▶ What you have to do
Except for the pictures, retype the records that follow exactly.

[Items listed in a dataset]
= = = = = = =

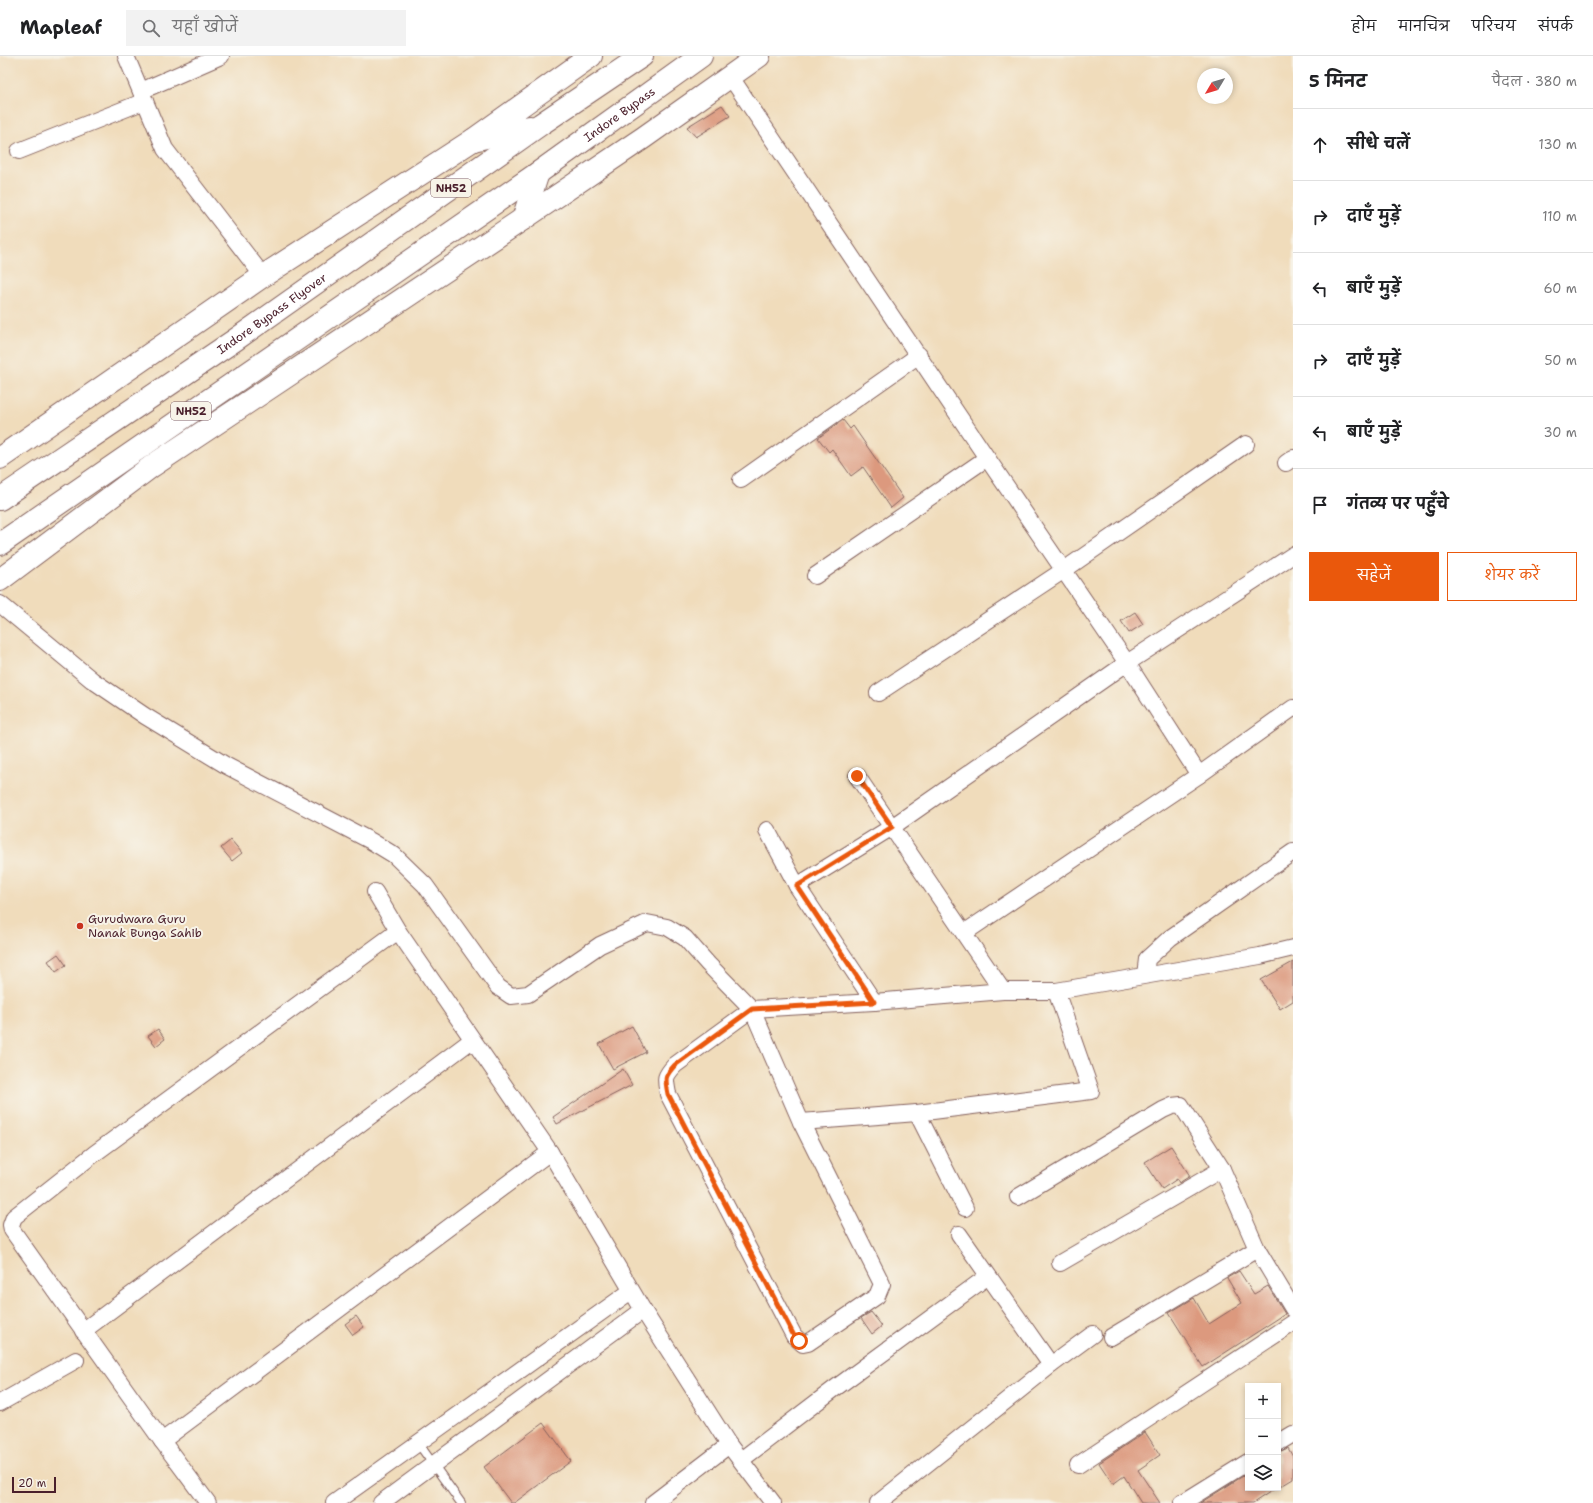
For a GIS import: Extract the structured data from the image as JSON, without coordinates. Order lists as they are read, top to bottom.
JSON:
{
  "streets": {
    "main road": ["Indore Bypass", "NH52", "Indore Bypass Flyover"]
  },
  "crossings": [
    ["Indore Bypass", "NH52"],
    ["NH52", "Indore Bypass Flyover"]
  ],
  "places": ["Gurudwara Guru Nanak Bunga Sahib"],
  "scale_bar": "20 m",
  "north": "bottom left",
  "page": {
    "header": "Mapleaf",
    "search": "यहाँ खोजें",
    "nav": [
      "होम",
      "मानचित्र",
      "परिचय",
      "संपर्क"
    ],
    "heading": ["5 मिनट", "पैदल · 380 m"],
    "list": [
      ["सीधे चलें", "130 m"],
      ["दाएँ मुड़ें", "110 m"],
      ["बाएँ मुड़ें", "60 m"],
      ["दाएँ मुड़ें", "50 m"],
      ["बाएँ मुड़ें", "30 m"],
      "गंतव्य पर पहुँचे"
    ],
    "buttons": ["सहेजें", "शेयर करें"],
    "map_buttons": ["+", "−"],
    "scale": "20 m"
  }
}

= = = = = = =

▶ Expected answer
For a GIS import: Extract the structured data from the image as JSON, without coordinates. Order lists as they are read, top to bottom.
JSON:
{
  "streets": {
    "main road": ["Indore Bypass", "NH52", "Indore Bypass Flyover"]
  },
  "crossings": [
    ["Indore Bypass", "NH52"],
    ["NH52", "Indore Bypass Flyover"]
  ],
  "places": ["Gurudwara Guru Nanak Bunga Sahib"],
  "scale_bar": "20 m",
  "north": "bottom left",
  "page": {
    "header": "Mapleaf",
    "search": "यहाँ खोजें",
    "nav": [
      "होम",
      "मानचित्र",
      "परिचय",
      "संपर्क"
    ],
    "heading": ["5 मिनट", "पैदल · 380 m"],
    "list": [
      ["सीधे चलें", "130 m"],
      ["दाएँ मुड़ें", "110 m"],
      ["बाएँ मुड़ें", "60 m"],
      ["दाएँ मुड़ें", "50 m"],
      ["बाएँ मुड़ें", "30 m"],
      "गंतव्य पर पहुँचे"
    ],
    "buttons": ["सहेजें", "शेयर करें"],
    "map_buttons": ["+", "−"],
    "scale": "20 m"
  }
}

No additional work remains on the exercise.